Memoirs of a Midget
by . New York: Alfred A. Knopf. 1922. 8vo, iv + 436 pp. +3.00
‘SMALLEST of bubbles I might be, tossing on the great waters, but I reflected the universe.’ So Walter de la Mare’s Midget epitomizes herself in her Memoirs! Smallest of bubbles, too, is a review of five hundred words, yet it must reflect, the universe of a masterpiece precious alike for its perfection and its poignancy. Physically, this world is as alive, as complete, as the ice and snow universe of the Three Mulla Mulgars. Spiritually, a world only hinted at there is here unfolded. But it is a universe — that is the marvel. In few of the books that form our literary heritage is this end sought, much less achieved. Many of the most admirable are, essentially, as the illumination of a small surface under the glare of a spot light. In Walter de la Mare’s pages the wonder is brought to pass by our looking out upon life through the windows of the Midget’s soul. Thus seen, people and events are measured by a common scale, are unified on the basis of their human worth. With a passion intense, yet balanced, she desires to think of others merely as human beings, and to be so thought of herself.
The events of an English twelvemonth in town and country (forming for the reader a story of engrossing interest, memorable for its pictures and its people, and mounting in the last hundred pages to an incomparable climax) teach the Midget the human tragedy of our inequality of soul. Mrs. Bowater, the lovesick curate, the sinister and malignant Fanny, who wins from the reader an abhorrence such as he gives to few characters in fiction, Mrs. Monnerie, with her knickknacks and curios (the Midget one of them), the showman of the Kentish circus, dear Sir Walter, and, last, the Midget’s mate in size, with his upbraidings and his devotion — through her commerce with these, from their love and their contempt, Miss M—— learns by threads of what varying strength mortals maintain communication with humanity. For, before we own allegiance to the common lot, our whim is to be recognized as belonging to the Great or the Small, the Strong or the Weak, and we make parade of the antipathy born of a narrower loyalty. We Giants, can we reach out, with understanding sympathy, to the sick, the little, the frail; or is it true, as Mr. Anon bitterly exclaims of us, that we have neither love nor pity for them? And we Midgets, do we dread and abhor the Giants, with their masses of flesh, their ‘quarts and quarts of blood,’ and see them only as monsters of coarseness and rapacity? In such an existence, filled with wars of powers and sizes, no unity may be conceived; we are but broken bubbles. Salvation lies for us, as for Miss M——, in remembering each other, ‘not with scorn or even pity, but as if, life for life, we had shared the world on equal terms.’
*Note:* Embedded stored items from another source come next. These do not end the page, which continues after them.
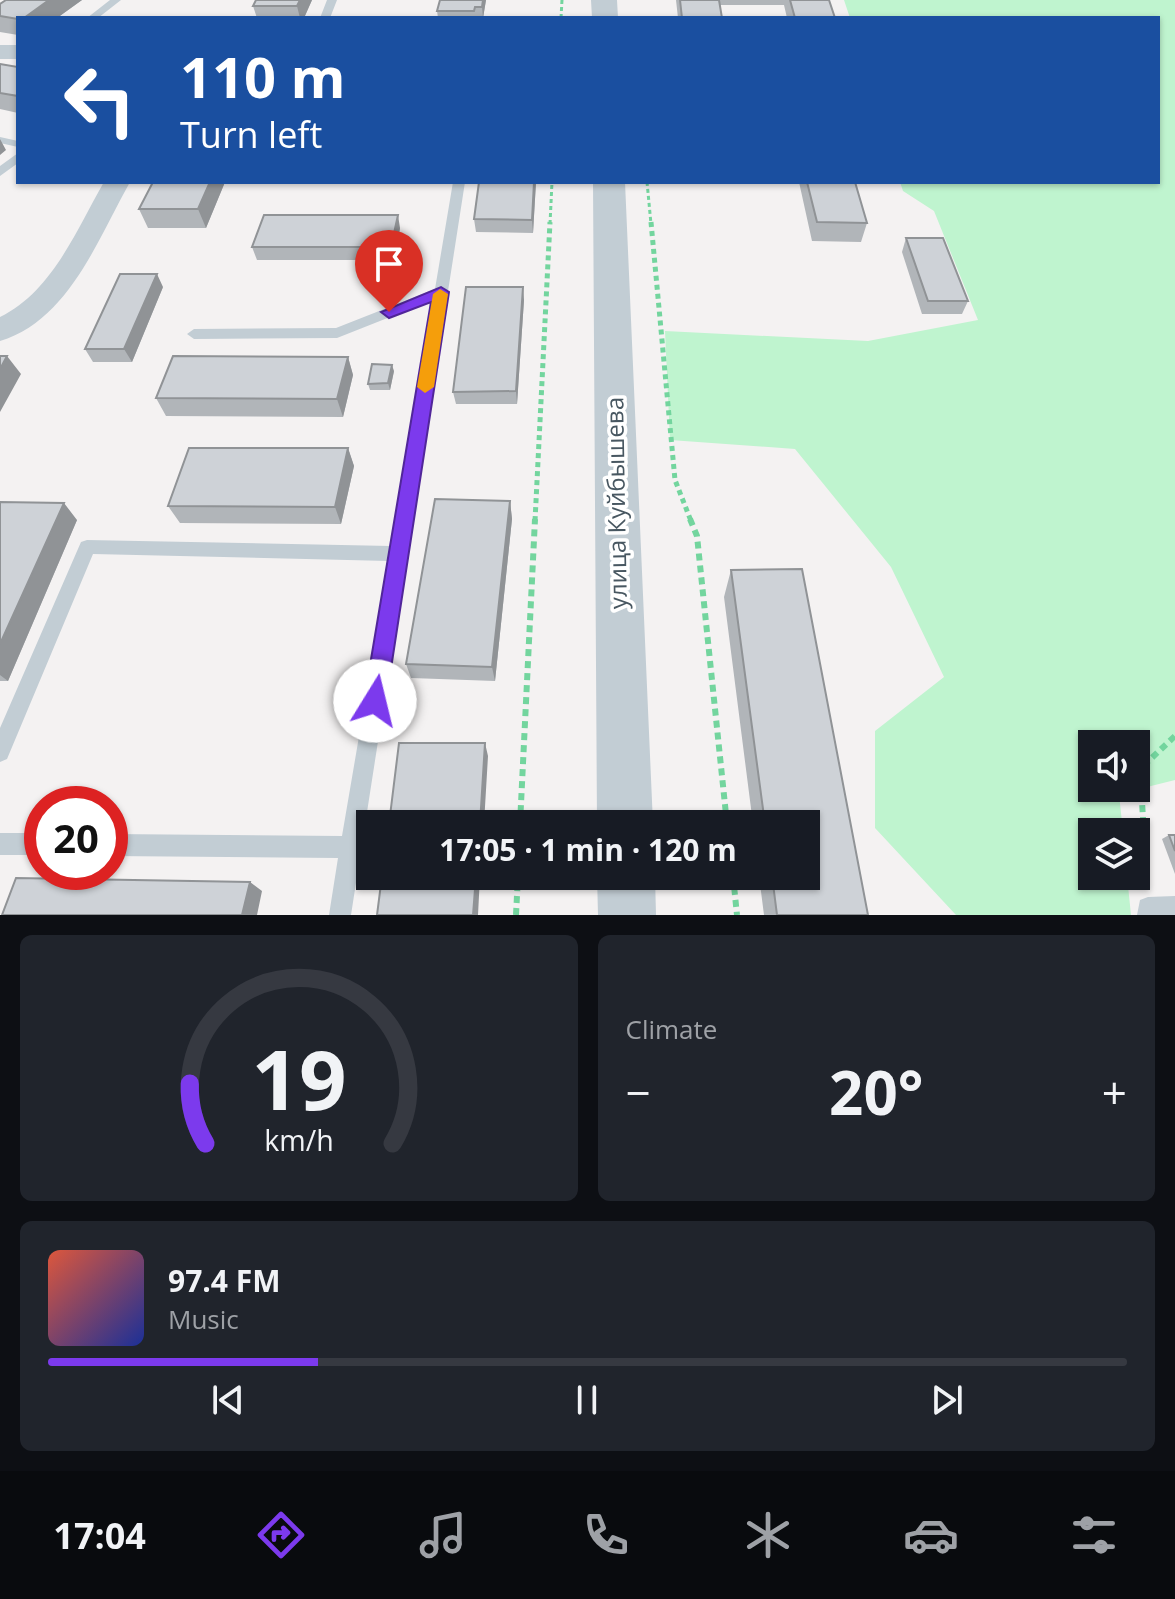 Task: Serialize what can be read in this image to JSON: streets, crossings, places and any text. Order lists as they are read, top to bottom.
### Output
{
  "streets": {
    "street": ["улица Куйбышева"]
  },
  "page": {
    "turn": ["110 m", "Turn left"],
    "limit": "20",
    "trip": "17:05 · 1 min · 120 m",
    "tile": "Climate",
    "heat": ["−", "20°", "+"],
    "song": ["97.4 FM", "Music"],
    "tabs": "17:04",
    "gauge": ["19", "km/h"]
  }
} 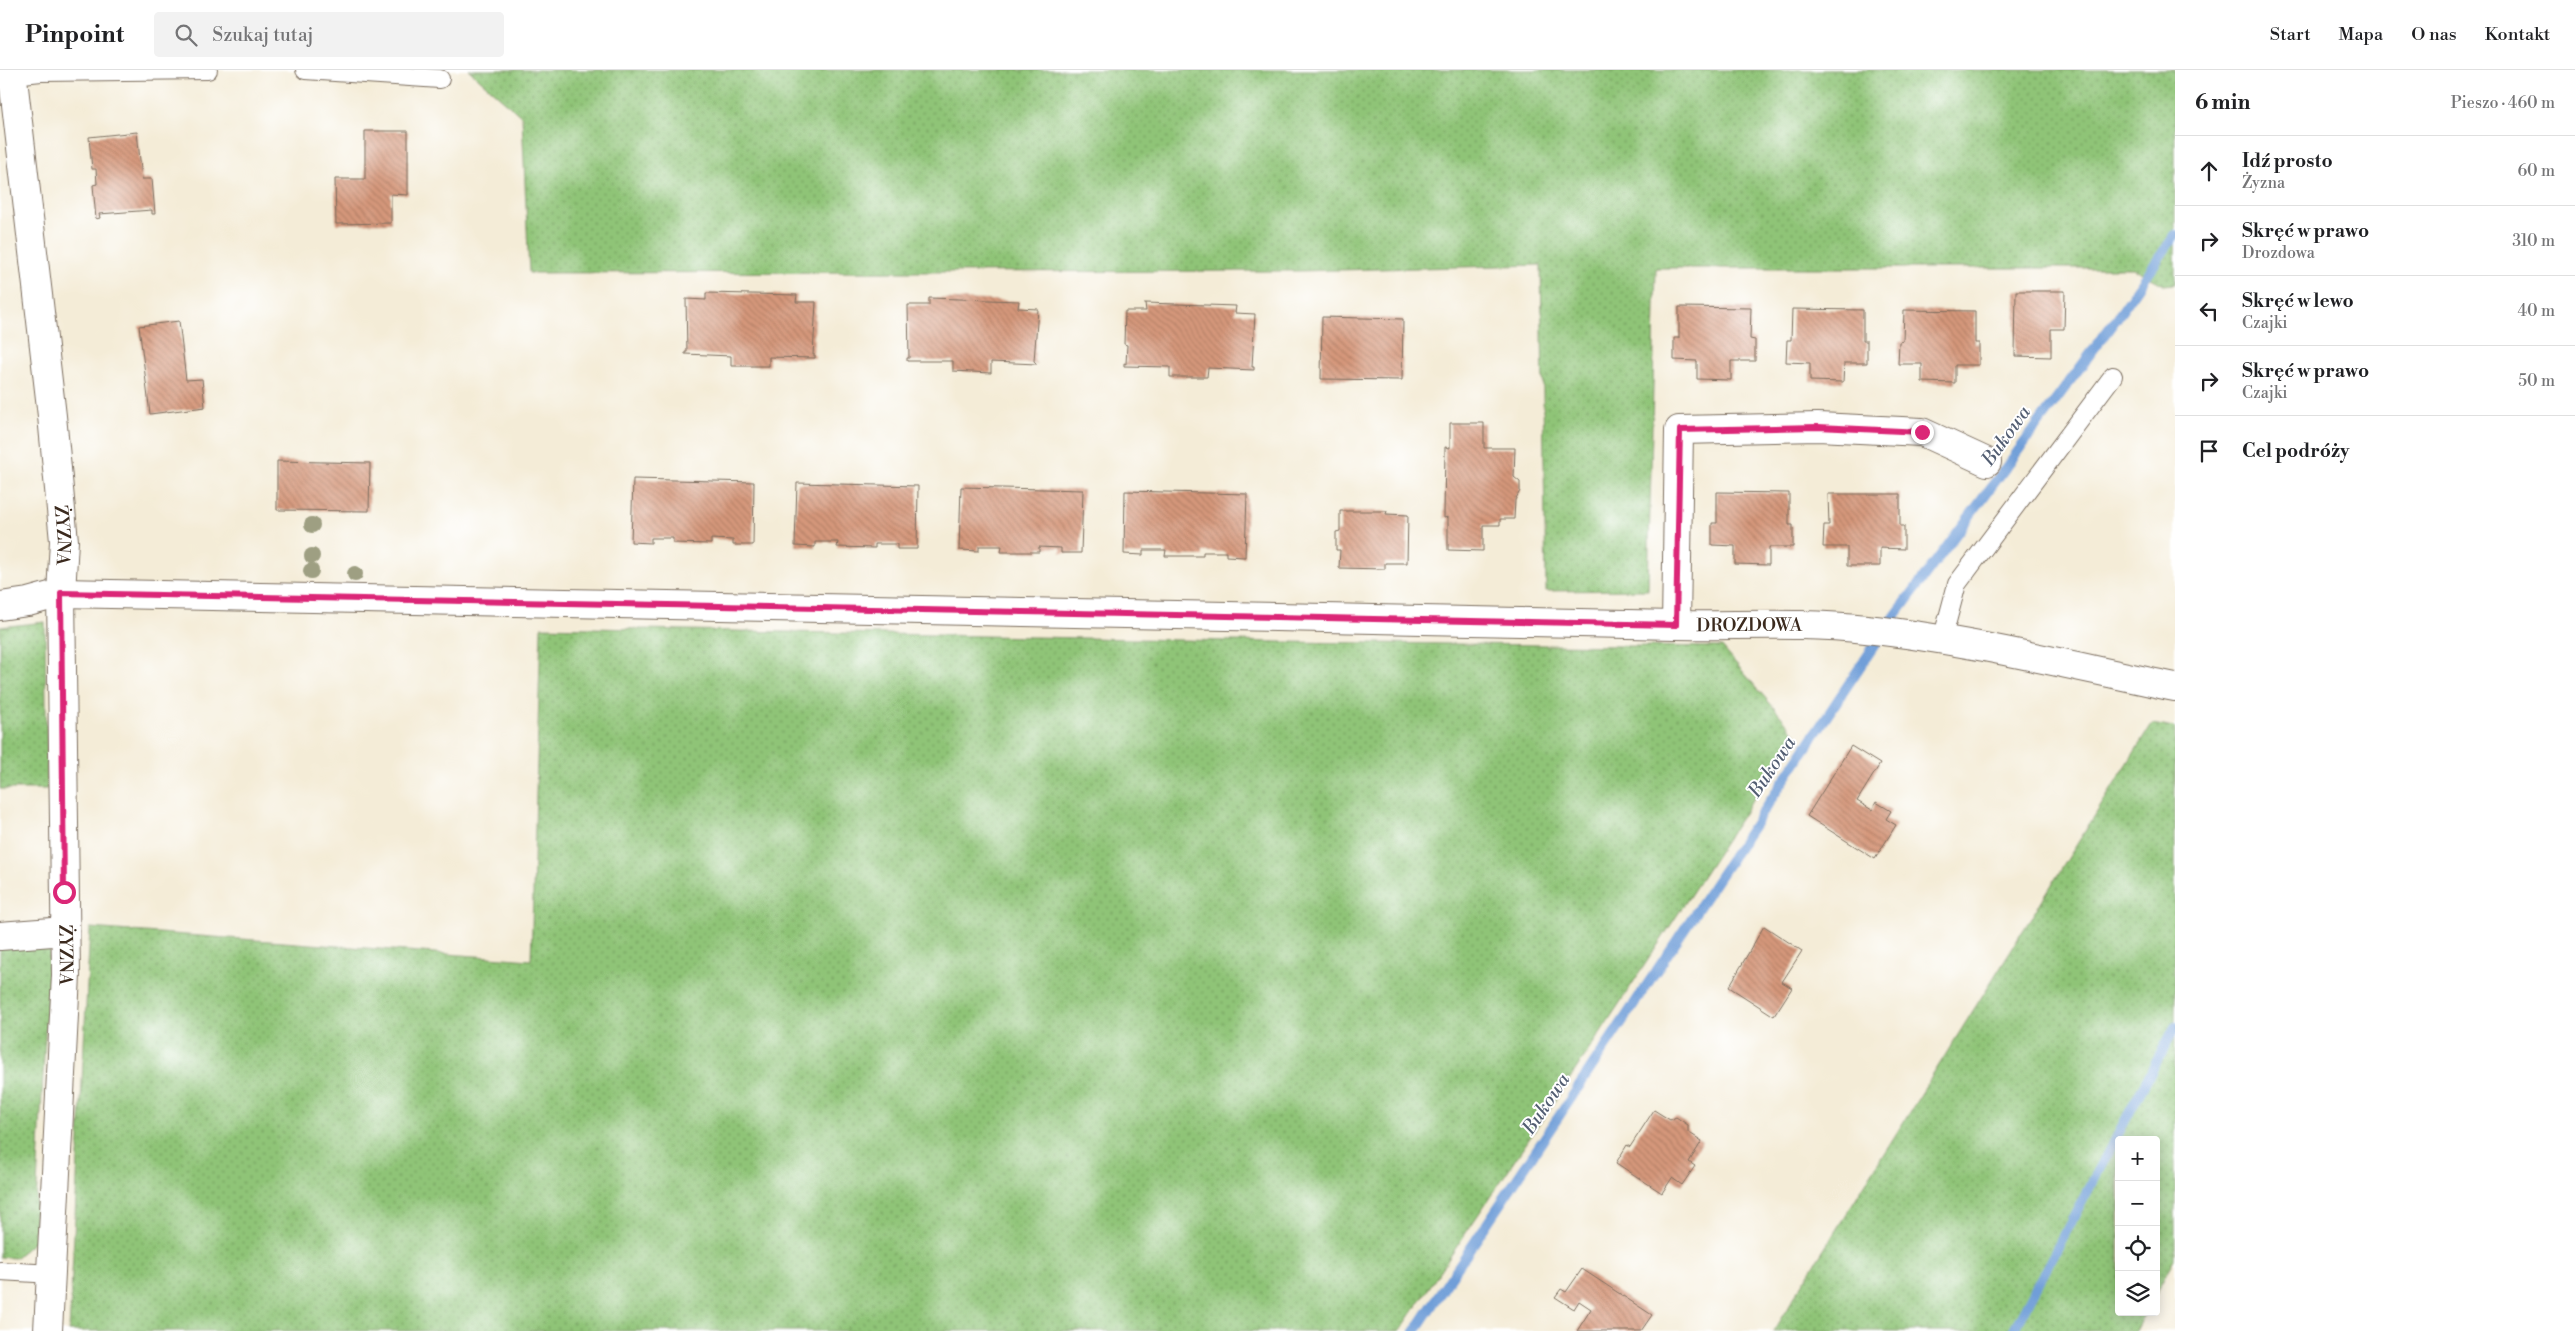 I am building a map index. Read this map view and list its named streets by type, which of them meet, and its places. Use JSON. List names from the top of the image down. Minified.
{"streets":{"street":["ŻYZNA","DROZDOWA"]},"crossings":[["ŻYZNA","DROZDOWA"]],"water":["Bukowa"],"page":{"header":"Pinpoint","search":"Szukaj tutaj","nav":["Start","Mapa","O nas","Kontakt"],"heading":["6 min","Pieszo · 460 m"],"list":[["Idź prosto","Żyzna","60 m"],["Skręć w prawo","Drozdowa","310 m"],["Skręć w lewo","Czajki","40 m"],["Skręć w prawo","Czajki","50 m"],"Cel podróży"],"map_buttons":["+","−"]}}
Searching and true is the reflection of the universe in the sphered soul of the Midget; the more intent the reader’s gaze the greater his joy, for he finds deeps within deeps. The style, too, has a bubble’s perfection of texture, radiance, and color. Sentences, pages, whole chapters cause us to catch our breath: we turn the leaves back a second, a third, time to submit ourselves to the spell of a magic phrase. Evanescent and entrancing as the film of the bubble, which is also its substance, the style, like the universe reflected in it, has the beauty which endures.
HENRY G. PEARSON.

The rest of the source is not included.